As key social and motor abilities become apparent at 4 months, your infant who appears to have a delay in achieving these skills may need a formal developmental assessment. An infant who lacks a social smile may suffer from emotional or sensory deprivation. Are you interested in and appropriately interactive with your baby? If developmental delays are found, health professionals should explore their origin and make referrals for early intervention.

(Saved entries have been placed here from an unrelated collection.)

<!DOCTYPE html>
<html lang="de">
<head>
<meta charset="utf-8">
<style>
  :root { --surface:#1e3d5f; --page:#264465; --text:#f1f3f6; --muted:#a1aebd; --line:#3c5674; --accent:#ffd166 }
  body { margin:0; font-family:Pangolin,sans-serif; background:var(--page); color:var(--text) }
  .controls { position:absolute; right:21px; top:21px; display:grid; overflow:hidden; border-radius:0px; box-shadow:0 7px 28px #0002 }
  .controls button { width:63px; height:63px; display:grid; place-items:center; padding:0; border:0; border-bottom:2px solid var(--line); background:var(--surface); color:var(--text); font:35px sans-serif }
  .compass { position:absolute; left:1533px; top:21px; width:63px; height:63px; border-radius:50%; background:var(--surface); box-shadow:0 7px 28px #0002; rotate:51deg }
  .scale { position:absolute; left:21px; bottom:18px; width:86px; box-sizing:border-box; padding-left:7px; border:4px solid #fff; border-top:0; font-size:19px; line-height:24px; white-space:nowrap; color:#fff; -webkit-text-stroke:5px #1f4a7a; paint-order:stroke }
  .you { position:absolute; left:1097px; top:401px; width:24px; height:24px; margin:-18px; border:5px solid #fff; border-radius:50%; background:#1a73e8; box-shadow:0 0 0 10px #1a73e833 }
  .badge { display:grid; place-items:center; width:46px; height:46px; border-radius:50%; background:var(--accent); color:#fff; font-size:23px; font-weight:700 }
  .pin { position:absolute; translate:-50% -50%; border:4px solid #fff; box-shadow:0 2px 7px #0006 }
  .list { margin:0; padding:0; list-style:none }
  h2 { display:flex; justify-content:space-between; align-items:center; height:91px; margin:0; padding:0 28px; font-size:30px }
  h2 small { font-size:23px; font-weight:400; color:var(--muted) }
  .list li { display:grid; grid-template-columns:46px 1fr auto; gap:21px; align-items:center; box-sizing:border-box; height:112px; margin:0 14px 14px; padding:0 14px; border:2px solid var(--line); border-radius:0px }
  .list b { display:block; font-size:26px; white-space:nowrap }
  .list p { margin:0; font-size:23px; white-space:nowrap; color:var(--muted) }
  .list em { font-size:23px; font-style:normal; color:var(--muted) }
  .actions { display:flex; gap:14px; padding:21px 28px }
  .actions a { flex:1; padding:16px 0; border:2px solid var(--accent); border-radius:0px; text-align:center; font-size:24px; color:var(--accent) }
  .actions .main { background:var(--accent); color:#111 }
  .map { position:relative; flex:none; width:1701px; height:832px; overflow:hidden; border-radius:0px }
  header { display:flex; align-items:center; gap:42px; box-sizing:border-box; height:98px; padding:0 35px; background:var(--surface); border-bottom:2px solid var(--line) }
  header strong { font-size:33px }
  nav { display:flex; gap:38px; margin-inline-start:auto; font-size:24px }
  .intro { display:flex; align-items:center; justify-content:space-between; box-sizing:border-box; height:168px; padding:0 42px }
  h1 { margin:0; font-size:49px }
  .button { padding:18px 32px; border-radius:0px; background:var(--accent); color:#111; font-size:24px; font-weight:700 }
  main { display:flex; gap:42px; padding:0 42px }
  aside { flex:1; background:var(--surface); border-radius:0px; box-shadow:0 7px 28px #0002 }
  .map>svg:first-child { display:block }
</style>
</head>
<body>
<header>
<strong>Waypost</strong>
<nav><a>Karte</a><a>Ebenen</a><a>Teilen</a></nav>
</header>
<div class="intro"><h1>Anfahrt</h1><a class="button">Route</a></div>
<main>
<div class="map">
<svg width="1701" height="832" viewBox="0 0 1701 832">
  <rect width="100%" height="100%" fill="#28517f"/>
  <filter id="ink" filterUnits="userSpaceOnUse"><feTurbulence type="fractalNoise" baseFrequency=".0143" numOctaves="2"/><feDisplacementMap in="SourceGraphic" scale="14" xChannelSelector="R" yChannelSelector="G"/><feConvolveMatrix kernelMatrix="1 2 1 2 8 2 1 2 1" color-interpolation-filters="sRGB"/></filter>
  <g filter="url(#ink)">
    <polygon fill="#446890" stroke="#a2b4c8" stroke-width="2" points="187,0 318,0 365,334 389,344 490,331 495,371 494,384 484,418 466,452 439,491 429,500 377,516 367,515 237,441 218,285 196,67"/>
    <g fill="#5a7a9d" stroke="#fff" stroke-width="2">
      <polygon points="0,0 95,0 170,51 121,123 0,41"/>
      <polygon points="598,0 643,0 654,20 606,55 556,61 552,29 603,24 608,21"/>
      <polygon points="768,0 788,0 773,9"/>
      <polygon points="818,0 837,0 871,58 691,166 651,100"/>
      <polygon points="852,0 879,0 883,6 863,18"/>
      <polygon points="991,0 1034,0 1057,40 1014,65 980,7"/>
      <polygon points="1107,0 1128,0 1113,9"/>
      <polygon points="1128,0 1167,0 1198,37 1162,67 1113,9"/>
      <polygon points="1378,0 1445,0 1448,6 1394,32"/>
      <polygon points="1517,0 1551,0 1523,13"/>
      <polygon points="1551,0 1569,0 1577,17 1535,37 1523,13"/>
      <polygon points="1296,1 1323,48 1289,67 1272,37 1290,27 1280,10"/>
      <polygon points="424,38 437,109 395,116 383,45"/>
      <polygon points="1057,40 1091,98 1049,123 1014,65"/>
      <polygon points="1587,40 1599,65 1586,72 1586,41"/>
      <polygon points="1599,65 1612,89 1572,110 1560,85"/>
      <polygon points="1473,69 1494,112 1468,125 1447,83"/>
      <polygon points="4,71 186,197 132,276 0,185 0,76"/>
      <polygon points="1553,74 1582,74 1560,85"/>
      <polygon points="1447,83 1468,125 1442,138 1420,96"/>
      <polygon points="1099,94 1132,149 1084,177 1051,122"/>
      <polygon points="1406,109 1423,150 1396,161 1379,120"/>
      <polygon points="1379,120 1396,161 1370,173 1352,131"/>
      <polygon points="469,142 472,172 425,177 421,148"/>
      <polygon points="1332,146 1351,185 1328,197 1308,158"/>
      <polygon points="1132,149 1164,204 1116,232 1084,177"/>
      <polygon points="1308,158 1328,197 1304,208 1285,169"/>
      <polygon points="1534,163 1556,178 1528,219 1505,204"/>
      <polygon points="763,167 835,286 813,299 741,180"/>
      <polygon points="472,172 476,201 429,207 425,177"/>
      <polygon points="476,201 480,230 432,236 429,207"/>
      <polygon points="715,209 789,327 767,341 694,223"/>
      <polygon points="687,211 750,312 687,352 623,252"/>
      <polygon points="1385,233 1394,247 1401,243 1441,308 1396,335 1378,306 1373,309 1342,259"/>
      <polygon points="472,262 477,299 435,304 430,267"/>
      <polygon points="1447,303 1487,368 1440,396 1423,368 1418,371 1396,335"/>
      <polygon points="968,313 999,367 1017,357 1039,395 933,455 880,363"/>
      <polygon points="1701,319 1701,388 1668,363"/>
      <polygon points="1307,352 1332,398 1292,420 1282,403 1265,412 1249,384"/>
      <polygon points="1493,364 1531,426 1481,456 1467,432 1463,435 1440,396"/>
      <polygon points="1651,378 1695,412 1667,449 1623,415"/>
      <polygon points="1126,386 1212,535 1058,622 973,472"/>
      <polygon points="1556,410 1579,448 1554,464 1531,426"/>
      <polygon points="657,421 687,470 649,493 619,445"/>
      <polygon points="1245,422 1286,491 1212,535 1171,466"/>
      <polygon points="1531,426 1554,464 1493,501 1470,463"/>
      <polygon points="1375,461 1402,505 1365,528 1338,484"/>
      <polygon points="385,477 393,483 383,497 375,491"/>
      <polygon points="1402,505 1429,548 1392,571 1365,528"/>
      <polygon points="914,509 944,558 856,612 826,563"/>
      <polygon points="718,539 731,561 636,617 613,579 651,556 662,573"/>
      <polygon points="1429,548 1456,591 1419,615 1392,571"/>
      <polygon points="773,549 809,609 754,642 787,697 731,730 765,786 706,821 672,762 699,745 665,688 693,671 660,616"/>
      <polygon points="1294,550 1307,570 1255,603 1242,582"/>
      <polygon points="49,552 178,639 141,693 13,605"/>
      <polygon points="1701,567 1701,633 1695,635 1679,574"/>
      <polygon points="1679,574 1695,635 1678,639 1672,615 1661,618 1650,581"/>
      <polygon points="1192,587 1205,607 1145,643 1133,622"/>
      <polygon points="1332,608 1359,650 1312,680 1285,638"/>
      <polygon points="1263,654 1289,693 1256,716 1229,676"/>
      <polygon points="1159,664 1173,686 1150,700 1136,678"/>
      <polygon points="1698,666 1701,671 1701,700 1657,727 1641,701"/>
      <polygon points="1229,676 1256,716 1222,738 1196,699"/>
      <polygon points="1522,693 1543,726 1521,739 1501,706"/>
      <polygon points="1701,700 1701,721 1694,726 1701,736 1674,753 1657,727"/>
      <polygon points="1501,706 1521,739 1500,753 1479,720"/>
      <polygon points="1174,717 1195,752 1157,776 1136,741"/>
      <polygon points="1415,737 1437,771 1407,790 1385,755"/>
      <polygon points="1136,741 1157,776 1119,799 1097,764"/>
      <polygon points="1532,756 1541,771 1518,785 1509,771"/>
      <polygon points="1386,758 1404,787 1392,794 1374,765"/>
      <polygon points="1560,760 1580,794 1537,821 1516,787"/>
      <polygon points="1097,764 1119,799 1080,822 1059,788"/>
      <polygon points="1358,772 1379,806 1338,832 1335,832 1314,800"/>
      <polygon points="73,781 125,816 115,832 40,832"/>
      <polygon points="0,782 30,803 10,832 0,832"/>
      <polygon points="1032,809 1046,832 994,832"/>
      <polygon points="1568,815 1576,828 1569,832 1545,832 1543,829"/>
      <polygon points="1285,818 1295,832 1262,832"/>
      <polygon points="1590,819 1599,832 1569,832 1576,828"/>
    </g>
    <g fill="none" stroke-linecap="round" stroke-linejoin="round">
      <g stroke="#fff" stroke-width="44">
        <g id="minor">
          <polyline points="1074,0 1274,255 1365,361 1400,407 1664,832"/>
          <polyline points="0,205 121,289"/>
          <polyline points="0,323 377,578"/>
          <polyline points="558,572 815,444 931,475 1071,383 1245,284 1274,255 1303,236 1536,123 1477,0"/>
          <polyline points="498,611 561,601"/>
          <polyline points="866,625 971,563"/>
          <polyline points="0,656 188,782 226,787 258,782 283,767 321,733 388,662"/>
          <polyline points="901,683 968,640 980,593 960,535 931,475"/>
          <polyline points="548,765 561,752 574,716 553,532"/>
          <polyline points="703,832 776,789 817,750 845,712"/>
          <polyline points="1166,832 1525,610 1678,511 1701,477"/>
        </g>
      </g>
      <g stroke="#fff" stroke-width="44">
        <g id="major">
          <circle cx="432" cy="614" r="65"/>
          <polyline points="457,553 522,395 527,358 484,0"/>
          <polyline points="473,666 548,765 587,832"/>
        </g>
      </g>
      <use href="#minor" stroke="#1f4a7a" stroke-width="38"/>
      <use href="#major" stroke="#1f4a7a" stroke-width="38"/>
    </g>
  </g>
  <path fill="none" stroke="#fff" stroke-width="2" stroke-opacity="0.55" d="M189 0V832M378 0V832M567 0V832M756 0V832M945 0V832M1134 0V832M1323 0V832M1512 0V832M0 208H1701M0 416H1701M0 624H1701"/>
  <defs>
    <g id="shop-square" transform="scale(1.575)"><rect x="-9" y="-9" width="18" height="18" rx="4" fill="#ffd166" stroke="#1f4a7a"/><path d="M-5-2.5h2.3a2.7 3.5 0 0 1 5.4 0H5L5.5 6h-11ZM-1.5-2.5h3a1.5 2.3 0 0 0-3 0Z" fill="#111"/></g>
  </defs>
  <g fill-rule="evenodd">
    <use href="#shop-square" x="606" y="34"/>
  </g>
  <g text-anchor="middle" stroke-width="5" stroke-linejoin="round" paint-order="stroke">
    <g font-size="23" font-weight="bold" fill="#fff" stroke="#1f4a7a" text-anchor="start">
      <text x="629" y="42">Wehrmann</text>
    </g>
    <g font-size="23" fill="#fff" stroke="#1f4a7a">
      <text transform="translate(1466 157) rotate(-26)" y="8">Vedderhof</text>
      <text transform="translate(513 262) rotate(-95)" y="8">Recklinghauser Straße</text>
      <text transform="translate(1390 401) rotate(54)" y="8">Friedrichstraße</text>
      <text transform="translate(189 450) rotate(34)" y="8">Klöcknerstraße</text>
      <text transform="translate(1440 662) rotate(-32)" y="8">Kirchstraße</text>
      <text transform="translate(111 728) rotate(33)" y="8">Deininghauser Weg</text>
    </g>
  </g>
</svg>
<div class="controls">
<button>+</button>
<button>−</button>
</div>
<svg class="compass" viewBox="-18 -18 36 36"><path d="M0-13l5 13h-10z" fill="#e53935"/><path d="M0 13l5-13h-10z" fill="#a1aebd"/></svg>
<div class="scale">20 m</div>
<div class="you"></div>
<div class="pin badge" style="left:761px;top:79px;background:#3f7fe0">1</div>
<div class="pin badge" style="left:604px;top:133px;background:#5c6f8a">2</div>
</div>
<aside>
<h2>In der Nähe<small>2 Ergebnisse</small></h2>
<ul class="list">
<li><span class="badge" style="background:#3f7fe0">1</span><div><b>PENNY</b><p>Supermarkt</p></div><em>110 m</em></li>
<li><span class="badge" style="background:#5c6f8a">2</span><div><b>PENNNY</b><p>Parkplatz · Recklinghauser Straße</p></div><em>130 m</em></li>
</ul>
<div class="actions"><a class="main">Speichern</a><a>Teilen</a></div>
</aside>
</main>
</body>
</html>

Most employed mothers will have returned to work by the time your infant is 4 months of age, and it is important that child care arrangements work for both infant and family. An irritable child who cries frequently or does not sleep through the night may clash temperamentally with a family that values regularity and tranquility. Family problems such as inadequate finances, few social supports, or low parental self-esteem may impair the parents’ ability to nurture. It is important that parents seek help when feeling sad, discouraged, depressed, overwhelmed, or inadequate. Parents who have the support they need can be warmly rewarded by their interactions with their 4-monthold infant.

Developmental Milestones for 4 Month Old

  • Babbles and coos
  • Smiles, laughs, and squeals
  • In prone position, holds head upright and raises body on hands
  • Rolls over from front to back
  • Opens hands, holds own hands, grasps rattle
  • Controls head well
  • Begins to bat at objects
  • Looks at and may become excited by mobile
  • Recognizes parent’s voice and touch
  • Has spontaneous social smile
  • May sleep for at least 6 hours
  • Able to comfort himself (e.g., fall asleep by himself without breast or bottle)

Nutrition

Continue to breastfeed or to use iron-fortified formula for the first year of your baby’s life. This milk will continue to be his major source of nutrition. Give your baby an iron supplement if you are breastfeeding exclusively.

Begin introducing solid foods with a spoon when your baby is developmentally ready. Wait 1 week or more before offering each new food to see if there are any adverse reactions. Start with an iron-fortified, single-grain cereal such as rice.

Gradually increase the variety of foods offered, starting with puréed vegetables and fruits and then meats. Always supervise your baby carefully while he is eating.

Talk with the health professional about giving your breastfed baby a daily supplement of vitamin D if you are vitamin D–deficient or if your baby does not receive adequate exposure to (indirect) sunlight.

Do not give your baby honey during the first year. It is a source of spores that can cause botulism in infancy. Be sure that your caregiver is feeding your baby appropriately.

Avoid feeding solid food directly from a jar. Discard any milk or jarred foods when your baby has finished eating. Do not warm expressed breast milk, formula, or food in containers or jars in a microwave oven.

Promote Your Baby’s Development

  • Nurture your baby by holding, cuddling, and rocking him, and by talking and singing to him.
  • Encourage your baby’s vocalizations. Talk to him during dressing, bathing, feeding, playing, and walking.
  • Read to your baby. Play music and sing to him.
  • Play games such as pat-a-cake, peek-a-boo, so-big.
  • Encourage play with age-appropriate toys.
  • Establish a bedtime routine and other habits to discourage night waking.
  • Encourage your baby to learn to console himself by putting him to bed awake.
  • Begin to help your baby learn self-consoling techniques by providing him with the same transitional objects, such as a stuffed animal, blanket, or favorite toy—at bedtime or in new situations.
  • Talk with the health professional about your baby’s temperament and how you are dealing with it.

Your baby’s development may be different with the Four Month Old Milestones. As long as your baby is healthy, you should not worry too much since each child is different, each child grows on his or her own pace. However, keep your eyes on your baby’s development and talk with your baby’s doctor if you need to.